What the exercise asks
Scan the entries for lines with the word "setLineDash" and copy those lines.

Collected data entries:
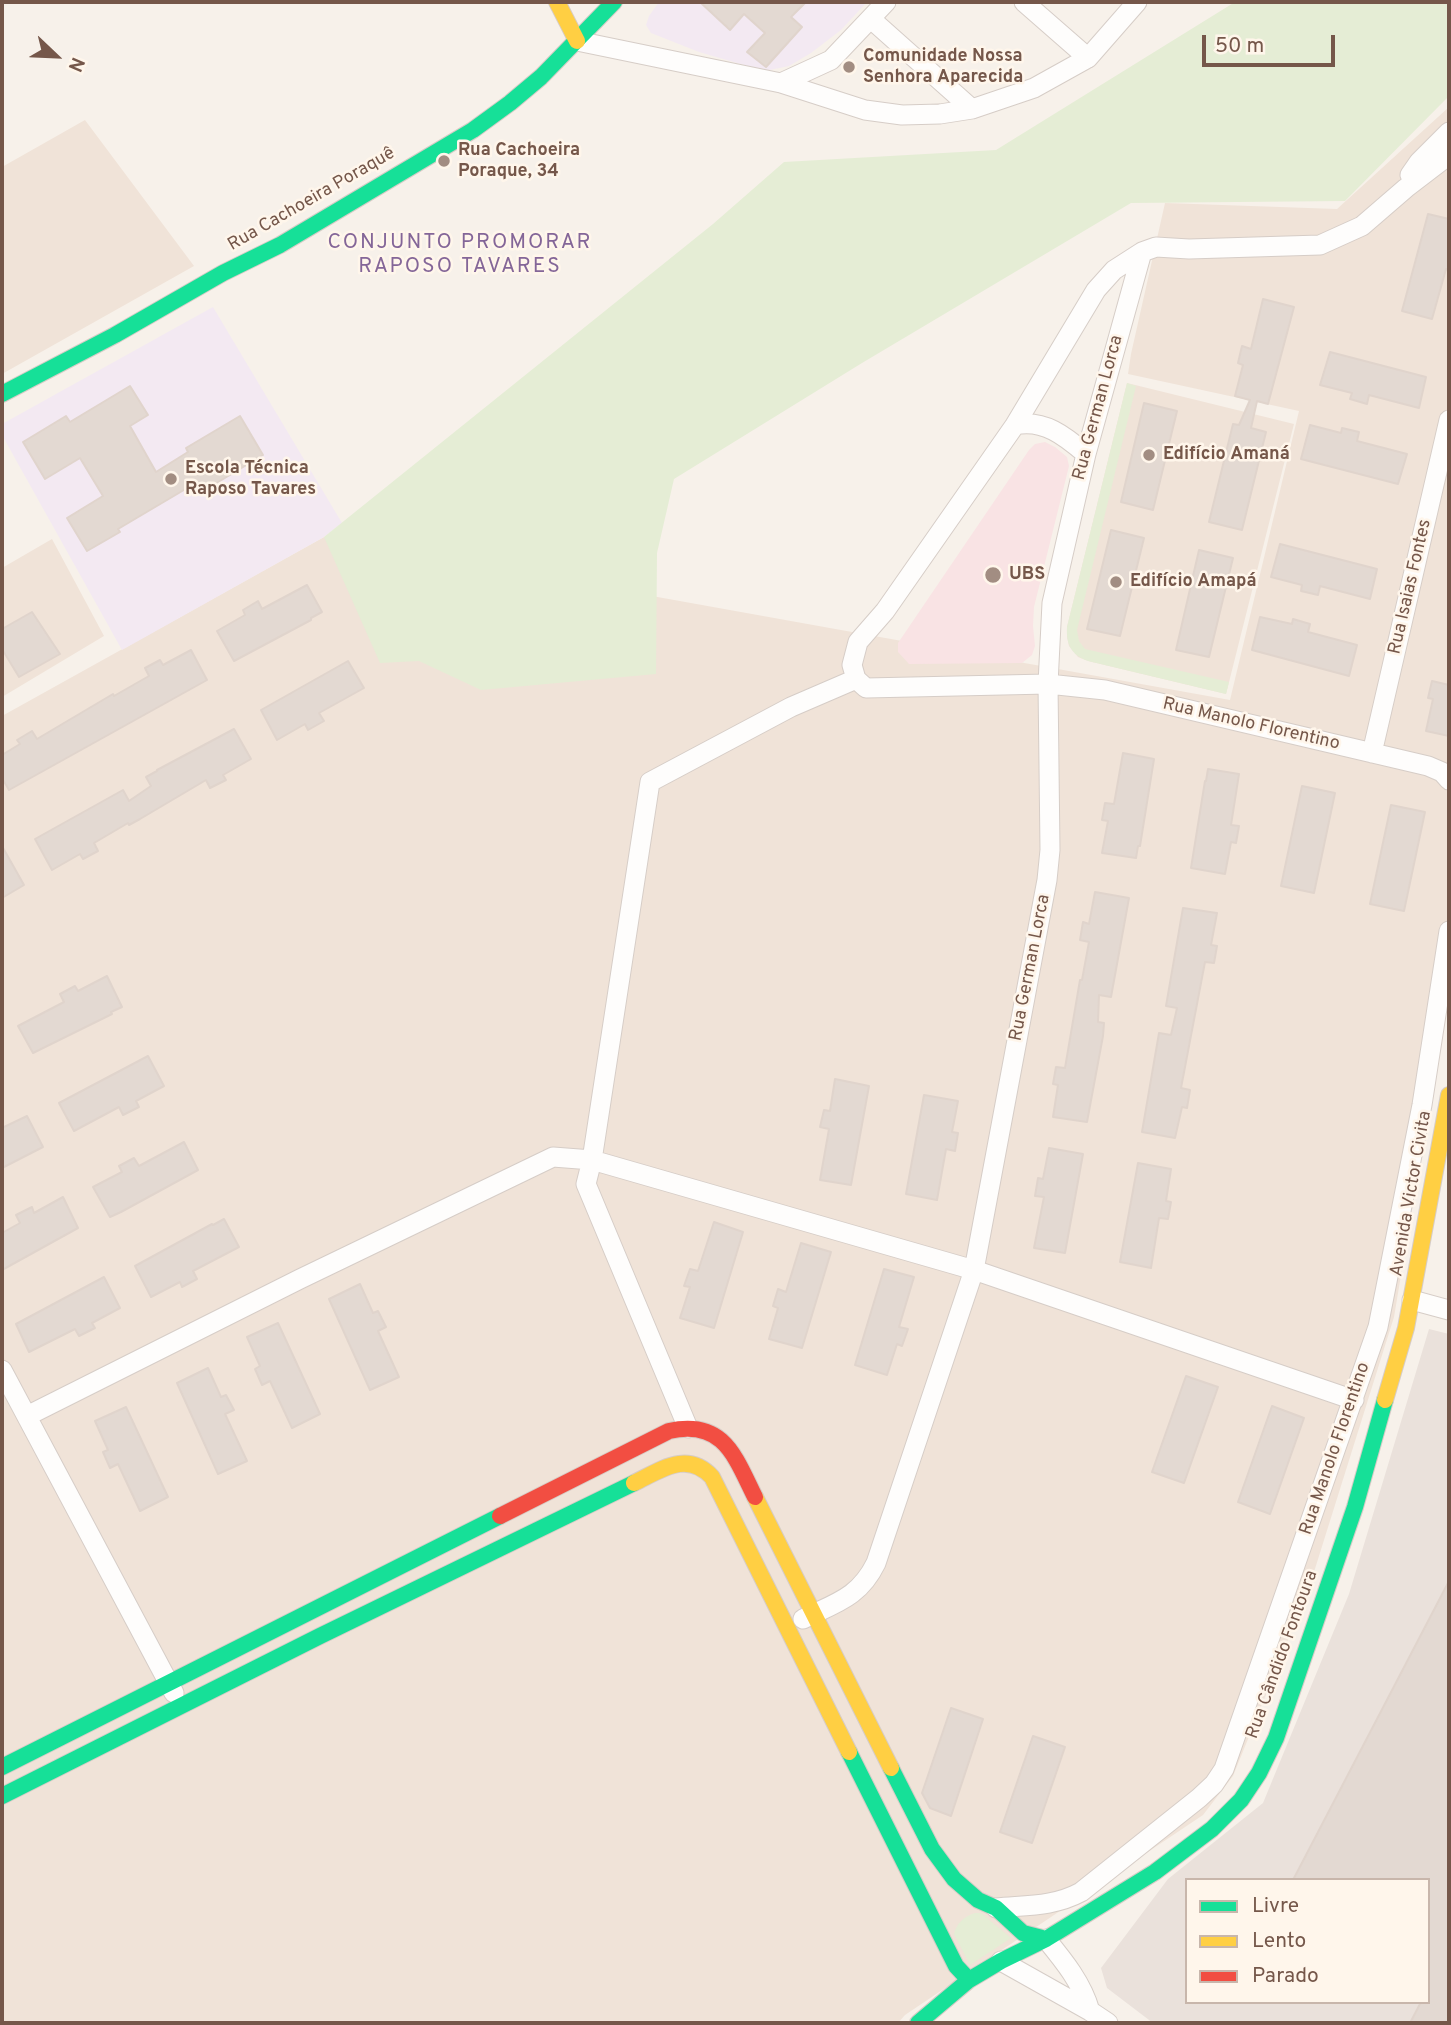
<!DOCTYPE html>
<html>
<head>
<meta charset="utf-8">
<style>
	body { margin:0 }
	#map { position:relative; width:1451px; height:2025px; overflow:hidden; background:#f7f1ea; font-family:Overpass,sans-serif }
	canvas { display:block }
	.frame { position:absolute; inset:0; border:4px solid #75574a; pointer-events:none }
	.legend { position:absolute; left:1185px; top:1878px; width:245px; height:126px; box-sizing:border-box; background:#fff6eb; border:2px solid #c8b6ab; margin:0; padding:9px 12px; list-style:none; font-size:21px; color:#75574a }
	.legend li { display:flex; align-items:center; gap:14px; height:35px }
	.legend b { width:35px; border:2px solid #c8b6ab }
	.north { position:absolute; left:21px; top:21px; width:70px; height:70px; -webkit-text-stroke:5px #fff6eb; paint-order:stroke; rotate:113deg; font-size:19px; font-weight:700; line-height:28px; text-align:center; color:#75574a }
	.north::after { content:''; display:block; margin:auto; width:24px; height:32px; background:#75574a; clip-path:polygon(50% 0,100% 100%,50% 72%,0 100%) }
	.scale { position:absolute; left:1202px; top:35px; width:133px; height:32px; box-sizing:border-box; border:4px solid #75574a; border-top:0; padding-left:9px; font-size:21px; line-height:24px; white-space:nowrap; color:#75574a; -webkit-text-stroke:5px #fff6eb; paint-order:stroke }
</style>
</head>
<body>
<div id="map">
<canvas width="1451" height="2025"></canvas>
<div class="frame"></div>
<ul class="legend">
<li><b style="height:9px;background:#16e098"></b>Livre</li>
<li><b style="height:9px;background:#ffcf43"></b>Lento</li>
<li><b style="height:9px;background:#f24e42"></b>Parado</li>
</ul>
<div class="north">N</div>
<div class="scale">50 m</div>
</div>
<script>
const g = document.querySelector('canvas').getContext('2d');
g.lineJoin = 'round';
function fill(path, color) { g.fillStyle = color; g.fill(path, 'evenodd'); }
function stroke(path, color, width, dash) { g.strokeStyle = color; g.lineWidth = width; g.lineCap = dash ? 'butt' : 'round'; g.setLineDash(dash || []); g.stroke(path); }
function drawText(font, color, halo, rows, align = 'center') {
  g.font = font + ' Overpass,sans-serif'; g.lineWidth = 5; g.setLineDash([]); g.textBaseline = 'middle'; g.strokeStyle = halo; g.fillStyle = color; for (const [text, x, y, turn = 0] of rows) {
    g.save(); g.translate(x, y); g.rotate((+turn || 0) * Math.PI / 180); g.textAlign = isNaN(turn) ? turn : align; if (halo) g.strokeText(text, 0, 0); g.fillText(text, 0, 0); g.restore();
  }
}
const residential = new Path2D(`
	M1449,107V989L1394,1317L1308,1591L1233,1776L1203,1815L905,2015L898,2023H2V716L324,537L1230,700L1299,411L1128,374L1131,354L1165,203L1337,209Z
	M85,120L194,266L2,374V167Z
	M1127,383L1294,424L1226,694L1088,661L1078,657L1069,646L1067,637V627Z
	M52,539L104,636L2,697V568Z`);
const industrial = new Path2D(`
	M1429,1329L1449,1334V2023H1153L1107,1988L1101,1968L1168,1879L1263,1803L1349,1594ZM1187,1880H1428V2002H1187Z`);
const education = new Path2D(`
	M659,2H867L841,30L811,53L789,66L765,71L699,52L651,33L646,25L649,16Z
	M213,307L342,523L324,537L122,650L2,435V424Z`);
const medical = new Path2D(`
	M1045,442L1055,447L1067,457L1069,466L1034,607L1033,626L1035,646L1032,655L1022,663L909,664L898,652V643L1029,450L1035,444Z`);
const green = new Path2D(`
	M1235,2H1449V96L1345,201L1131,203L862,363L674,479L657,553L656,674L481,690L419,661L380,663L324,537L713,224L784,162L996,150Z
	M1127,383L1136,386L1077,630L1079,641L1085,649L1229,682L1226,694L1088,661C1071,655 1066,644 1067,627Z
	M975,1913H981L1011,1938L970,1965L954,1934C957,1923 963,1917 975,1913Z`);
const building = new Path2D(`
	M700,2H806L791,17L802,27L766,67L747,52L765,33L744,14L730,30Z
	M1428,214L1449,219V270L1446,269L1432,319L1402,311Z
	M1263,299L1294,307L1268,404L1257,401L1251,428L1266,432L1242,530L1209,522L1233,424L1239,425L1250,400L1235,396L1243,365L1238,363L1242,346L1251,349Z
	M1330,352L1426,377L1419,408L1369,395L1367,404L1350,399L1352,393L1320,385Z
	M130,386L148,415L130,426L156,472L188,452L186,448L240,416L263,455L200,493L194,484L118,529L120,532L87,551L67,518L103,496L80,458L45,479L23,442L66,416L70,422Z
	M1144,403L1177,411L1153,510L1121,502Z
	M1310,425L1341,433L1342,428L1359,432L1357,441L1407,454L1398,484L1301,459Z
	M1111,530L1144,538L1120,636L1087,629Z
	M1280,544L1377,569L1370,599L1320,586L1318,595L1301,591L1302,585L1271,577Z
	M1199,550L1233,558L1209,657L1176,650Z
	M307,585L322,612L311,618V620L234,661L217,631L245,615L243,610L258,601L262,609Z
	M32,612L60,654L19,677L2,649V629Z
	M1260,617L1292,624L1293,619L1310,624L1308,632L1357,645L1349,676L1252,650Z
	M191,650L207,680L9,790L2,778V755L20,744L17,740L32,731L37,739L113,694L114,696L149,676L145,668L160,660L163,665Z
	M348,661L364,688L319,713L324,721L308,730L305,724L277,740L261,710Z
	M1432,681L1449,685V736L1426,731L1433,699L1428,698Z
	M234,729L251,759L223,775L226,780L210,788L206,780L140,819L129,825L128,823L94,843L98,851L83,859L80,854L52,870L35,839L123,790L129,801L151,786L146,777L157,771V770Z
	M1123,753L1154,759L1140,846H1138L1136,858L1102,853L1108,821L1102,820L1105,803L1114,804Z
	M1208,769L1239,774L1231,825L1239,826L1236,843L1231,842L1225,874L1191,868L1205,781H1206Z
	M1302,786L1335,793L1314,893L1281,886Z
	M1391,805L1425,812L1404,911L1370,904Z
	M2,846L24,885L2,898Z
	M1095,892L1129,898L1111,997L1099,995L1098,1022L1104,1023L1103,1036L1087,1122L1053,1117L1058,1085L1053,1084L1056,1067L1065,1068L1080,980H1082L1089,942L1080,940L1083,922L1089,924Z
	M1183,908L1217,913L1211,945L1217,946L1214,963L1205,962L1181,1088L1190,1090L1187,1108L1182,1107L1175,1138L1142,1132L1159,1033L1171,1035L1177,1008L1166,1006Z
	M107,976L122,1007L111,1012L112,1014L33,1053L18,1026L64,1002L60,994L75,986L78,991Z
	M148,1056L164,1086L136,1101L139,1107L123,1115L119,1107L74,1131L59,1103Z
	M835,1079L869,1086L851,1185L820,1180L829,1129L820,1127L824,1110L830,1111Z
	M924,1095L958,1101L952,1132L958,1133L955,1151L946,1149L937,1200L906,1194Z
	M27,1116L43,1147L2,1168V1128Z
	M184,1142L198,1170L121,1212L110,1217L93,1187L122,1172L119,1166L134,1158L139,1166Z
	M1049,1148L1083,1154L1065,1253L1034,1248L1044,1197L1035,1196L1038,1178L1043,1179Z
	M1138,1163L1171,1169L1166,1201L1171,1202L1168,1219L1159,1218L1151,1268L1120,1262Z
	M63,1197L78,1228L2,1270V1233L20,1223L16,1215L32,1207L34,1213Z
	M224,1219L239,1247L193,1271L197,1279L182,1287L180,1282L151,1297L135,1266L212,1224L213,1225Z
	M714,1222L743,1232L714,1328L680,1318L690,1287L684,1286L690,1269L698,1271Z
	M801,1243L831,1252L802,1348L769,1339L778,1308L773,1306L778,1289L786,1292Z
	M884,1269L914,1277L899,1327L908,1329L902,1346L897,1344L887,1375L855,1365Z
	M104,1277L120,1308L92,1323L95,1328L79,1336L75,1329L29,1352L16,1324Z
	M360,1284L373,1313L378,1311L386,1327L378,1331L399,1377L370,1390L329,1299Z
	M278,1323L320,1414L292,1428L270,1381L262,1385L255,1369L260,1366L247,1337Z
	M208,1368L221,1397L226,1395L234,1410L225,1414L247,1461L218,1474L177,1383Z
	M1186,1376L1218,1387L1184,1483L1152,1472Z
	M1272,1406L1304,1418L1270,1514L1238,1502Z
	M126,1407L168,1497L140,1511L118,1464L110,1468L103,1452L108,1450L95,1421Z
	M1449,1581V2023H1410L1421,2002H1428V1880H1293Z
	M951,1708L983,1719L951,1816L930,1808L922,1793Z
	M1033,1736L1065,1747L1032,1843L1000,1832Z`);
const street = new Path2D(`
	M1024,2L1088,58
	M871,19L972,109
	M577,41L781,83L831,60L886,2
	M781,83L865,110L902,115L940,114L972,109L1034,88L1088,58L1137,2
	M1449,155L1406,188L1362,226L1320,245L1189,249L1156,247L1142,252L1114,270L1096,290L1015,425L885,611L858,642L852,665L856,679L866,688L1048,684L1105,690L1428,766L1442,772L1449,780
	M1410,175L1419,162L1449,132
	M1015,425C1044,419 1065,436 1086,454
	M1372,753L1449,420
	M1412,1300L1449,1310
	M2,1370L174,1693
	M27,1416L300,1279L553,1157L592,1160L974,1270L1354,1400
	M688,1428L586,1184L592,1160L650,782L791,707L856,679
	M803,1619C835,1603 859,1598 876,1563L974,1270L1047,880L1050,850L1048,684L1052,603L1086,454L1142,252
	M996,1908C1026,1905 1053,1907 1081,1892L1199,1798L1214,1784L1224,1769L1378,1327L1422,1105L1449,931
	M1046,1939C1064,1961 1082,1983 1090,2011
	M1001,1961L1090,2011L1108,2023`);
const fast = new Path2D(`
	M2,394L115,335L223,273L280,245L473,130L510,103L541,77L614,2
	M849,1752L956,1966L969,1980
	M2,1767L500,1516
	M891,1768L932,1849L954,1879L978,1900L996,1908L1023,1933L1046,1939
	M2,1796L320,1636L634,1483
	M918,2023L969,1980L1001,1961L1046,1939L1155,1872L1212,1829L1241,1800L1259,1773L1276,1738L1355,1507L1385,1400`);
const slow = new Path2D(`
	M557,2L577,41
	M1385,1400L1406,1328L1449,1095
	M634,1483C661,1470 687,1450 712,1477L849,1752
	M755,1497L891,1768`);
const jam = new Path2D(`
	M500,1516L669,1431C724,1419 735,1457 755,1497`);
const markers = [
	[849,67,7,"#a28d82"],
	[444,161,7,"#a28d82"],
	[1149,455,7,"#a28d82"],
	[171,479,7,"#a28d82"],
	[993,575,9,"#a28d82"],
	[1116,582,7,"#a28d82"]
];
const poiNames = [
	["Comunidade Nossa",863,57],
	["Senhora Aparecida",863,78],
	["Rua Cachoeira",458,151],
	["Poraque, 34",458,172],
	["Edifício Amaná",1163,455],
	["Escola Técnica",185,469],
	["Raposo Tavares",185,490],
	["UBS",1009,575],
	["Edifício Amapá",1130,582]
];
const streetNames = [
	["Rua Cachoeira Poraquê",312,200,-30],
	["Rua German Lorca",1099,408,-75],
	["Rua Isaias Fontes",1411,587,-77],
	["Rua Manolo Florentino",1251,725,13],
	["Rua German Lorca",1031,968,-79],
	["Avenida Victor Civita",1412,1194,-80],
	["Rua Manolo Florentino",1336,1449,-71],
	["Rua Cândido Fontoura",1283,1655,-70]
];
const quarterNames = [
	["CONJUNTO PROMORAR",460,244],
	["RAPOSO TAVARES",460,268]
];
fill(residential, '#f0e3d8');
fill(industrial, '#eae1db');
fill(education, '#f3e9f2');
fill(medical, '#f9e3e4');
fill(green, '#e5edd5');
fill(building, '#e3d9d2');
stroke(building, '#e0d4cc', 2);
stroke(street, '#d6cdc7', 21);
stroke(fast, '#d6ccc6', 18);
stroke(slow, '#d6ccc6', 18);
stroke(jam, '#d6ccc6', 18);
stroke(street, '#fefdfc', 19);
stroke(fast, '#16e098', 16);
stroke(slow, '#ffcf43', 16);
stroke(jam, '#f24e42', 16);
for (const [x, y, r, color] of markers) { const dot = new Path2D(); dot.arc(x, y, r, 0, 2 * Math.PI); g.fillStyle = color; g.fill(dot); stroke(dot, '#fff6eb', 2.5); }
drawText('bold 18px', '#75574a', '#fff6eb', poiNames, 'left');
drawText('18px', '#75574a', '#fff6eb', streetNames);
g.letterSpacing = '2px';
drawText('21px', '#846698', '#fff6eb', quarterNames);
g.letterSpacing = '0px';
</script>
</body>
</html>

Answer box
function stroke(path, color, width, dash) { g.strokeStyle = color; g.lineWidth = width; g.lineCap = dash ? 'butt' : 'round'; g.setLineDash(dash || []); g.stroke(path); }
  g.font = font + ' Overpass,sans-serif'; g.lineWidth = 5; g.setLineDash([]); g.textBaseline = 'middle'; g.strokeStyle = halo; g.fillStyle = color; for (const [text, x, y, turn = 0] of rows) {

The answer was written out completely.